How is it unsporting though? If those who made the rules felt diving for the finish line were an unsportsmanlike move, they would have made it against the rules to do so.

She couldn't beat her opponent physically, so she outsmarted her opponent. Since athletic competitions are all about testing natural abilities, I would say using your intelligence to compensate for any physical shortcomings is still well within the spirit of athletic competition as long as no rules are actually being broken.
 
Running experts on social media are opining she fell. They further state, the fastest way across the finish line is to lean forward. Diving is counter productive.
 
How is it unsporting though? If those who made the rules felt diving for the finish line were an unsportsmanlike move, they would have made it against the rules to do so.

Well, it's apparently not against the rules for the crowd to repeatedly boo athletes, yet people are justifiably angry/upset about it.
 
Well, it's apparently not against the rules for the crowd to repeatedly boo athletes, yet people are justifiably angry/upset about it.

That's not a good analogy though.
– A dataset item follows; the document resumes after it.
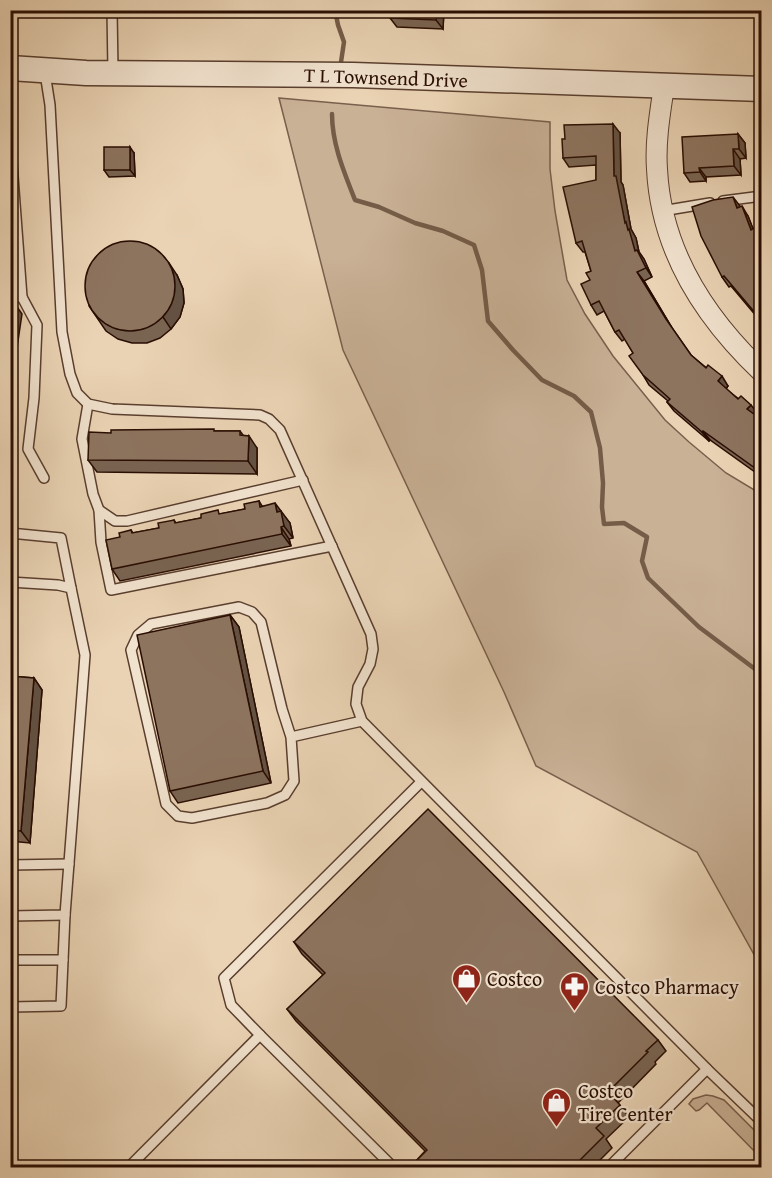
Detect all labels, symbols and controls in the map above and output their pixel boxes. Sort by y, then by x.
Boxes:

It is completely unrelated to the issue we are discussing.

I'm asking why you feel what she did was unsportsmanlike conduct when it was completely within the bounds of the established rules of the competition? The purpose of these games is to win, and she did everything she could legally do to win. In my eyes that makes her a good competitor and someone who should be held up as a role model because she refused to give up and still won without cheating.
 
Well, it might be legal, but I feel that if it's a running race, you should be on your feet when you win.
 
I'm asking why you feel what she did was unsportsmanlike conduct when it was completely within the bounds of the established rules of the competition? The purpose of these games is to win, and she did everything she could legally do to win. In my eyes that makes her a good competitor and someone who should be held up as a role model because she refused to give up and still won without cheating.
On the whole I agree. But I think you can argue that some gentlemen/gentlewoman's agreement for how to conduct your sport can be in place even in a highly competitive environment. So that every way of breaking the rules doesn't have to be specified in a 800 page rulebook. And leaping across the finish line can never be a normalised as a finisher because the risk of injury is too great on that kind of surface. So perhaps not unsportsmanlike, but definitely stretching it a little.
 
Pushing your torso forward in the race's finish line was/is definitely standard practice in the modern olympics (not sure about the ancient ones). But making a dramatic jump/fall imo doesn't look good, and yes, Snerk has a point about moves which can never be standardised and thus when they appear they are sort of a peculiarity/oddity :)
 
On the whole I agree. But I think you can argue that some gentlemen/gentlewoman's agreement for how to conduct your sport can be in place even in a highly competitive environment. So that every way of breaking the rules doesn't have to be specified in a 800 page rulebook. And leaping across the finish line can never be a normalised as a finisher because the risk of injury is too great on that kind of surface. So perhaps not unsportsmanlike, but definitely stretching it a little.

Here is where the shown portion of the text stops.